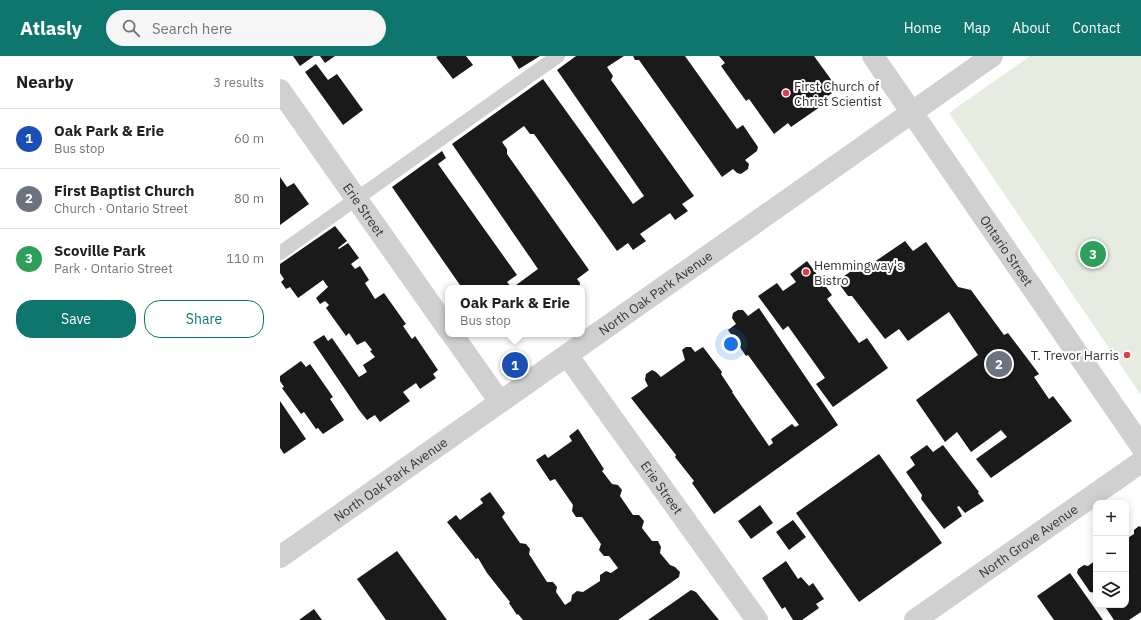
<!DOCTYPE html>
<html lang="en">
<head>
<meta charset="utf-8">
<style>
	body { margin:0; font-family:"IBM Plex Sans",sans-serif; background:#f6f6f6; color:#202124 }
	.controls { position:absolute; right:12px; bottom:12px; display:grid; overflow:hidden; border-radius:8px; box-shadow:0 2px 10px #0003 }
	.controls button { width:36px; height:36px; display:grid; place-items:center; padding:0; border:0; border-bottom:1px solid #e0e0e0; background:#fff; color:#202124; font:20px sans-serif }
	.you { position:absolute; left:451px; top:288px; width:14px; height:14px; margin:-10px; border:3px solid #fff; border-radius:50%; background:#1a73e8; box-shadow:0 0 0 6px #1a73e833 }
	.badge { display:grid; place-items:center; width:26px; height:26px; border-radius:50%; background:#0f766e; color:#fff; font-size:13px; font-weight:700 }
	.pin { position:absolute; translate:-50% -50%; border:2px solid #fff; box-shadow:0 1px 4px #0006 }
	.popup { position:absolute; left:165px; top:229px; width:140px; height:52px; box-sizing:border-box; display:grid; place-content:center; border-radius:8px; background:#fff; filter:drop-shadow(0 1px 3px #0005); font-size:13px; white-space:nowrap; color:#757577 }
	.popup b { font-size:15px; color:#202124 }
	.popup::after { content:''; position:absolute; left:50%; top:100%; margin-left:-8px; border:8px solid transparent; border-top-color:#fff }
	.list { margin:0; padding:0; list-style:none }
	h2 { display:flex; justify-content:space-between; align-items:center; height:52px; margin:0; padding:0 16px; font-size:17px }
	h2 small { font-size:13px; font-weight:400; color:#757577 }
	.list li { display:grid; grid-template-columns:26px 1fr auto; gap:12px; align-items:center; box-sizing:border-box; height:60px; padding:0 16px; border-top:1px solid #e0e0e0 }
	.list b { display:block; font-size:15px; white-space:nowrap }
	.list p { margin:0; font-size:13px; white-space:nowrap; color:#757577 }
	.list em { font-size:13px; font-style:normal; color:#757577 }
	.actions { display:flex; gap:8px; padding:12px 16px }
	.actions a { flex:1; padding:9px 0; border:1px solid #0f766e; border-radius:16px; text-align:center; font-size:14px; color:#0f766e }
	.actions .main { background:#0f766e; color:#fff }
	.icon { flex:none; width:22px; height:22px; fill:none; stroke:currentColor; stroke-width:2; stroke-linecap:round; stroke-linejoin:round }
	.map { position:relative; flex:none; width:861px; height:564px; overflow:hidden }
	header { display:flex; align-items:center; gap:24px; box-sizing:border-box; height:56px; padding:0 20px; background:#0f766e; color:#fff }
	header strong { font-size:19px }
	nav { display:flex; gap:22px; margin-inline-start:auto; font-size:14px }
	.search { width:280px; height:36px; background:#f6f6f6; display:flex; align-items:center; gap:10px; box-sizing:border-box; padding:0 14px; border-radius:22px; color:#757577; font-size:15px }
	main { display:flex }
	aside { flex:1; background:#fff }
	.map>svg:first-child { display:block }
</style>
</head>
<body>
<header>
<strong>Atlasly</strong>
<div class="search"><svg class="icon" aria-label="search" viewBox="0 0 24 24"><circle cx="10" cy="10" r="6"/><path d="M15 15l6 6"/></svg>Search here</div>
<nav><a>Home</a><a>Map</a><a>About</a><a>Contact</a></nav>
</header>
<main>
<aside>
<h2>Nearby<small>3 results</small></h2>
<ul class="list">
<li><span class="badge" style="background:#1a4fb4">1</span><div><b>Oak Park &amp; Erie</b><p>Bus stop</p></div><em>60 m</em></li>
<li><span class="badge" style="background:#6b7280">2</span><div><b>First Baptist Church</b><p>Church · Ontario Street</p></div><em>80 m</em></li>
<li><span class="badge" style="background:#2e9e5b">3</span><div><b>Scoville Park</b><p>Park · Ontario Street</p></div><em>110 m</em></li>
</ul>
<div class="actions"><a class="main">Save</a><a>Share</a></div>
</aside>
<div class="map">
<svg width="861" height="564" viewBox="0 0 861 564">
	<rect width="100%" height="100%" fill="#fff"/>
	<!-- green -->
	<polygon fill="#e6ecdf" points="750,0 861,0 861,339 669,57"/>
	<!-- building -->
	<g fill="#1a1a1a">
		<polygon points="13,0 34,0 20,10"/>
		<polygon points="40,0 55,0 45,7"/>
		<polygon points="158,0 186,0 193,9 173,23 156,1"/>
		<polygon points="231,0 260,0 239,13"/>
		<polygon points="296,0 344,0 327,11 333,20 331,24 414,140 402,148 408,155 395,164 390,157 360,178 366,185 353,194 348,187 337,195 254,78 250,78 244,70 222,86 227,93 227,98 309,214 297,223 300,227 299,232 232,232 258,213 172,88 263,23 353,148 364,140 277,14"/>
		<polygon points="353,0 405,0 457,73 463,69 478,91 477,95 465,104 469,108 468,113 461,118 457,117 453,113 442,121 359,4 355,4"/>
		<polygon points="439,0 534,0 558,33 545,42 547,46 511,71 508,67 494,78 469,43 466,45 441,10 445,7"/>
		<polygon points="36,8 48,24 57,18 83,54 63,69 25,16"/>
		<polygon points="162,95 166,102 158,108 237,219 227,226 232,232 182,232 112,131"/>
		<polygon points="0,121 7,131 14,127 29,148 0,169"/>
		<polygon points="55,170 67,185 58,192 59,193 68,187 79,202 71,208 75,213 80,210 89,224 85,227 95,243 104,237 126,268 123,270 132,283 135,280 158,314 153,318 156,322 140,333 136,327 123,336 130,345 100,366 95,359 87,364 79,354 33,286 44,279 48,285 52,282 79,321 87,316 83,309 95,301 90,295 92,294 85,285 77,289 69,277 66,280 46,252 49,249 45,245 40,248 36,242 48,231 43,224 18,242 10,231 6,233 1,226 4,223 0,217 0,208"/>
		<polygon points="625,185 633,195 646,186 678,231 691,234 724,279 728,277 759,318 754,321 769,343 773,340 792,365 711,422 696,403 727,381 721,374 691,396 677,376 665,386 636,344 698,299 669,256 628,285 619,273 605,283 572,240 568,240 557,225 577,211 581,215"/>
		<polygon points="527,205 552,239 547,243 579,287 587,282 608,312 553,351 536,328 545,322 508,270 503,274 478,240 497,227 503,235 516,226 510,218"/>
		<polygon points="479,252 558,369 434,458 412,427 414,425 395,401 396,399 351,342 368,330 365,324 366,318 372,314 376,316 381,321 405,304 402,294 406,291 411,291 415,296 423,291 442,316 441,318 453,336 452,336 489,390 493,387 491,383 512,368 515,371 519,369 468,299 466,300 448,274 456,268 452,262 453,257 458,254 463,254 468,260"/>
		<polygon points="21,305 26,311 30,308 53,341 50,343 64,364 43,378 38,372 36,373 24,356 21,358 2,332 4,331 0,325 0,320"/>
		<polygon points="0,345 26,383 4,398 0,392"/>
		<polygon points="298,373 324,413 322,415 332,428 338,429 342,434 340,440 353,459 359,459 364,465 362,472 372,485 378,485 381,491 380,497 390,509 395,511 400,516 399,521 338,564 243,564 238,558 237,559 229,547 230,546 207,517 198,502 196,503 167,466 176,459 180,464 203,447 200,443 210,436 225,457 222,461 240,487 246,488 250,493 249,498 267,526 273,526 277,531 276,536 285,549 291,545 292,539 297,535 303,536 320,525 320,519 326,515 331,517 338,512 329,500 324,500 319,494 321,488 302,461 296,461 292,455 293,449 275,423 270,425 256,404 265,398 268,402 292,385 289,380"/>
		<polygon points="647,389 653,396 663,389 699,436 698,437 704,445 685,457 679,450 677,451 682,460 664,473 641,443 642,439 626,416 635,409 630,401"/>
		<polygon points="599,398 662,487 579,546 516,457"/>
		<polygon points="480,449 493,467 471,483 458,465"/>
		<polygon points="513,464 526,481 509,494 496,476"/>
		<polygon points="859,470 861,471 861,556 849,564 834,564 824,549 846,549 846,483 854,478 854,474"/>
		<polygon points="117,495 167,564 106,564 77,523"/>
		<polygon points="816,504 816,537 810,536 797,517 798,513 804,509 808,510"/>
		<polygon points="506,505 518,523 521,521 529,530 533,527 544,543 536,548 539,552 522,564 513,564 505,551 502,553 482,522"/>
		<polygon points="790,517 823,564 774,564 757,540"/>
		<polygon points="411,534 416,536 439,564 368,564"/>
		<polygon points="34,553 42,564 19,564"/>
	</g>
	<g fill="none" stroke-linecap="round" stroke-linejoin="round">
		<!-- service -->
		<polyline stroke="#d0d0d0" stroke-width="14" points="0,197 278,0"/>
		<!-- minor -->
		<g stroke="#d0d0d0" stroke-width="22">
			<path id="s1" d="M593,0L861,390"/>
			<path id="s2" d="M0,34L168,273"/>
			<polyline points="172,278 220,346"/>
			<path id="s3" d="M287,299L477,564"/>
			<path id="s4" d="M635,564L861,406"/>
		</g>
		<!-- tertiary -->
		<path stroke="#d0d0d0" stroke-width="22" id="s5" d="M0,501L712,0"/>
	</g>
	<!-- markers -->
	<g fill="#e63946" stroke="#fff" stroke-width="1.5">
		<circle cx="506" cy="37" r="4"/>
		<circle cx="526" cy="216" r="4"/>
		<circle cx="847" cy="299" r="4"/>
	</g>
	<g text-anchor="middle" stroke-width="4" stroke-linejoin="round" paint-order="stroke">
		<!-- poi labels -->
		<g font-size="13" fill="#333" stroke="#fff" text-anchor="start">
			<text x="514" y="35">First Church of<tspan x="514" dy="15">Christ Scientist</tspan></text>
			<text x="534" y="214">Hemmingway's<tspan x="534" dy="15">Bistro</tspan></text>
			<text x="839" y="304" text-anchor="end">T. Trevor Harris</text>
		</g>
		<!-- street labels -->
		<g font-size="13" fill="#333" stroke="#fff">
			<text dy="5" stroke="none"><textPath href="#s2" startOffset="146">Erie Street</textPath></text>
			<text dy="5" stroke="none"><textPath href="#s1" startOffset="236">Ontario Street</textPath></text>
			<text dy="5" stroke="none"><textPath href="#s5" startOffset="459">North Oak Park Avenue</textPath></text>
			<text dy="5" stroke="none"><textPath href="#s5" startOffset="135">North Oak Park Avenue</textPath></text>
			<text dy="5" stroke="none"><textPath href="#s3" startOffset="163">Erie Street</textPath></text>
			<text dy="5" stroke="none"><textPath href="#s4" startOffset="138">North Grove Avenue</textPath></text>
		</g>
	</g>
</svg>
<div class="controls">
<button>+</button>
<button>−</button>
<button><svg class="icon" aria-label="layers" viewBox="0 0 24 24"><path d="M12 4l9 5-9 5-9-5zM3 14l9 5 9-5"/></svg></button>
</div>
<div class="you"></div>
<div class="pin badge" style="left:235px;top:309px;background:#1a4fb4">1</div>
<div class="popup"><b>Oak Park &amp; Erie</b>Bus stop</div>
<div class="pin badge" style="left:719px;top:308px;background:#6b7280">2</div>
<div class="pin badge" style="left:813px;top:198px;background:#2e9e5b">3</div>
</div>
</main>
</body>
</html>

*To do*
Report each line in the data that holds the word "linejoin".

*Result of the task*
	.icon { flex:none; width:22px; height:22px; fill:none; stroke:currentColor; stroke-width:2; stroke-linecap:round; stroke-linejoin:round }
	<g fill="none" stroke-linecap="round" stroke-linejoin="round">
	<g text-anchor="middle" stroke-width="4" stroke-linejoin="round" paint-order="stroke">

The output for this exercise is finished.